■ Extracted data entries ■
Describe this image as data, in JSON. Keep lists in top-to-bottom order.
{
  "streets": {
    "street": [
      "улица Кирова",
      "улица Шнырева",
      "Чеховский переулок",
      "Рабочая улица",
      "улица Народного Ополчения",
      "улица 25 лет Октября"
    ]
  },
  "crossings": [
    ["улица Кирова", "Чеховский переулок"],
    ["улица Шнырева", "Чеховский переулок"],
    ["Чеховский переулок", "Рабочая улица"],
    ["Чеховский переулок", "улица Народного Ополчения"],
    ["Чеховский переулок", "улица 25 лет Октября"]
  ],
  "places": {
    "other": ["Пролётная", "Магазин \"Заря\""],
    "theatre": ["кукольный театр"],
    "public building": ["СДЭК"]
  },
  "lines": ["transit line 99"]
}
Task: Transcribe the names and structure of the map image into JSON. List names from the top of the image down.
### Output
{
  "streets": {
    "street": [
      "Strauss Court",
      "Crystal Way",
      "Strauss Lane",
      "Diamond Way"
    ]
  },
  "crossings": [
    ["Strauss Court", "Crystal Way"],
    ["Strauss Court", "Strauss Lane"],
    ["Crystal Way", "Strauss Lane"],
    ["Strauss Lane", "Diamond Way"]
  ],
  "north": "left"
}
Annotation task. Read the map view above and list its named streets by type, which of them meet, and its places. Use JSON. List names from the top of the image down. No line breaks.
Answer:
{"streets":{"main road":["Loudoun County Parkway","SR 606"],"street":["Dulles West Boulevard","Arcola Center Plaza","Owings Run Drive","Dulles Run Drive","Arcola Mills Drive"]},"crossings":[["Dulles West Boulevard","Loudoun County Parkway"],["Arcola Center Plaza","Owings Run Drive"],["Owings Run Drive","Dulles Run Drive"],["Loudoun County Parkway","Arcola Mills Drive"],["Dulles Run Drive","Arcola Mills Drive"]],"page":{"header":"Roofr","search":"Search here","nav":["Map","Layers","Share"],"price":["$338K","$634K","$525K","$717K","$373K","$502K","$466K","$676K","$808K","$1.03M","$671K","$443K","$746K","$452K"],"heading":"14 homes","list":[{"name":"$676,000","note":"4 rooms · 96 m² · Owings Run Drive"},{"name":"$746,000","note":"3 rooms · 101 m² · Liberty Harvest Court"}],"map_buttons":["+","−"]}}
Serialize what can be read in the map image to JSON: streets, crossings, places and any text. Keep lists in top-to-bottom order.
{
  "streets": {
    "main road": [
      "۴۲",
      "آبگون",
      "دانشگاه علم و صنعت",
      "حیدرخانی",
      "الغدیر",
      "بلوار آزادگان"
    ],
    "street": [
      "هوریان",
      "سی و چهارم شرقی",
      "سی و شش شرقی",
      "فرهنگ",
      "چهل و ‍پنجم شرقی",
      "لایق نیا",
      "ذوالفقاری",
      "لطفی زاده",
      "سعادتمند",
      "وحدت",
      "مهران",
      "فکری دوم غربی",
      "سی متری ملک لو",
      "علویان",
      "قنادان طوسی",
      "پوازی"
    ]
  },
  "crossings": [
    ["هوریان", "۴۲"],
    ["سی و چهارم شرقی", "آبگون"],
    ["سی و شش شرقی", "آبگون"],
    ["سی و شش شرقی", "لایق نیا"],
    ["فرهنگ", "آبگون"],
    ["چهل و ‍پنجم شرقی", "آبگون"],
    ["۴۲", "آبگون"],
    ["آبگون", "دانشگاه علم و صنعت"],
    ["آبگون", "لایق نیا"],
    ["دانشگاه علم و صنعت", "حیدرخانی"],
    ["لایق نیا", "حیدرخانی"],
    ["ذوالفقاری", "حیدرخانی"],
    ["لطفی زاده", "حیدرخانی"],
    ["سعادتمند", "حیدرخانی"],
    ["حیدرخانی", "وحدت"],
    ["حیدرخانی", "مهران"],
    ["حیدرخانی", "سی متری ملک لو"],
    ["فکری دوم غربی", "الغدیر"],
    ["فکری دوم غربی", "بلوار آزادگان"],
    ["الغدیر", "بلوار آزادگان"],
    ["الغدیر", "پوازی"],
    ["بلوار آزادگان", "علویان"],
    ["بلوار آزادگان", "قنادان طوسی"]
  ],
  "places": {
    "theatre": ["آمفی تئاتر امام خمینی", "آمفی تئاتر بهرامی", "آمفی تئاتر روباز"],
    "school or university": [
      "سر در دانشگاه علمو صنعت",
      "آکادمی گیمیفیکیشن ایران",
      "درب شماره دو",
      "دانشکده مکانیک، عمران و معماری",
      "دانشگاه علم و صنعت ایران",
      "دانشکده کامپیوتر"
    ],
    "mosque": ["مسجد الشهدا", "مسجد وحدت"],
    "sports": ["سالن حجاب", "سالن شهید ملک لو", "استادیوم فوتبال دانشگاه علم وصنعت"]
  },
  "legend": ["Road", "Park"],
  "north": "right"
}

■ What is needed ■
Each of the records above is to be copied exactly.

■ Task answer ■
Describe this image as data, in JSON. Keep lists in top-to-bottom order.
{
  "streets": {
    "street": [
      "улица Кирова",
      "улица Шнырева",
      "Чеховский переулок",
      "Рабочая улица",
      "улица Народного Ополчения",
      "улица 25 лет Октября"
    ]
  },
  "crossings": [
    ["улица Кирова", "Чеховский переулок"],
    ["улица Шнырева", "Чеховский переулок"],
    ["Чеховский переулок", "Рабочая улица"],
    ["Чеховский переулок", "улица Народного Ополчения"],
    ["Чеховский переулок", "улица 25 лет Октября"]
  ],
  "places": {
    "other": ["Пролётная", "Магазин \"Заря\""],
    "theatre": ["кукольный театр"],
    "public building": ["СДЭК"]
  },
  "lines": ["transit line 99"]
}
Task: Transcribe the names and structure of the map image into JSON. List names from the top of the image down.
### Output
{
  "streets": {
    "street": [
      "Strauss Court",
      "Crystal Way",
      "Strauss Lane",
      "Diamond Way"
    ]
  },
  "crossings": [
    ["Strauss Court", "Crystal Way"],
    ["Strauss Court", "Strauss Lane"],
    ["Crystal Way", "Strauss Lane"],
    ["Strauss Lane", "Diamond Way"]
  ],
  "north": "left"
}
Annotation task. Read the map view above and list its named streets by type, which of them meet, and its places. Use JSON. List names from the top of the image down. No line breaks.
Answer:
{"streets":{"main road":["Loudoun County Parkway","SR 606"],"street":["Dulles West Boulevard","Arcola Center Plaza","Owings Run Drive","Dulles Run Drive","Arcola Mills Drive"]},"crossings":[["Dulles West Boulevard","Loudoun County Parkway"],["Arcola Center Plaza","Owings Run Drive"],["Owings Run Drive","Dulles Run Drive"],["Loudoun County Parkway","Arcola Mills Drive"],["Dulles Run Drive","Arcola Mills Drive"]],"page":{"header":"Roofr","search":"Search here","nav":["Map","Layers","Share"],"price":["$338K","$634K","$525K","$717K","$373K","$502K","$466K","$676K","$808K","$1.03M","$671K","$443K","$746K","$452K"],"heading":"14 homes","list":[{"name":"$676,000","note":"4 rooms · 96 m² · Owings Run Drive"},{"name":"$746,000","note":"3 rooms · 101 m² · Liberty Harvest Court"}],"map_buttons":["+","−"]}}
Serialize what can be read in the map image to JSON: streets, crossings, places and any text. Keep lists in top-to-bottom order.
{
  "streets": {
    "main road": [
      "۴۲",
      "آبگون",
      "دانشگاه علم و صنعت",
      "حیدرخانی",
      "الغدیر",
      "بلوار آزادگان"
    ],
    "street": [
      "هوریان",
      "سی و چهارم شرقی",
      "سی و شش شرقی",
      "فرهنگ",
      "چهل و ‍پنجم شرقی",
      "لایق نیا",
      "ذوالفقاری",
      "لطفی زاده",
      "سعادتمند",
      "وحدت",
      "مهران",
      "فکری دوم غربی",
      "سی متری ملک لو",
      "علویان",
      "قنادان طوسی",
      "پوازی"
    ]
  },
  "crossings": [
    ["هوریان", "۴۲"],
    ["سی و چهارم شرقی", "آبگون"],
    ["سی و شش شرقی", "آبگون"],
    ["سی و شش شرقی", "لایق نیا"],
    ["فرهنگ", "آبگون"],
    ["چهل و ‍پنجم شرقی", "آبگون"],
    ["۴۲", "آبگون"],
    ["آبگون", "دانشگاه علم و صنعت"],
    ["آبگون", "لایق نیا"],
    ["دانشگاه علم و صنعت", "حیدرخانی"],
    ["لایق نیا", "حیدرخانی"],
    ["ذوالفقاری", "حیدرخانی"],
    ["لطفی زاده", "حیدرخانی"],
    ["سعادتمند", "حیدرخانی"],
    ["حیدرخانی", "وحدت"],
    ["حیدرخانی", "مهران"],
    ["حیدرخانی", "سی متری ملک لو"],
    ["فکری دوم غربی", "الغدیر"],
    ["فکری دوم غربی", "بلوار آزادگان"],
    ["الغدیر", "بلوار آزادگان"],
    ["الغدیر", "پوازی"],
    ["بلوار آزادگان", "علویان"],
    ["بلوار آزادگان", "قنادان طوسی"]
  ],
  "places": {
    "theatre": ["آمفی تئاتر امام خمینی", "آمفی تئاتر بهرامی", "آمفی تئاتر روباز"],
    "school or university": [
      "سر در دانشگاه علمو صنعت",
      "آکادمی گیمیفیکیشن ایران",
      "درب شماره دو",
      "دانشکده مکانیک، عمران و معماری",
      "دانشگاه علم و صنعت ایران",
      "دانشکده کامپیوتر"
    ],
    "mosque": ["مسجد الشهدا", "مسجد وحدت"],
    "sports": ["سالن حجاب", "سالن شهید ملک لو", "استادیوم فوتبال دانشگاه علم وصنعت"]
  },
  "legend": ["Road", "Park"],
  "north": "right"
}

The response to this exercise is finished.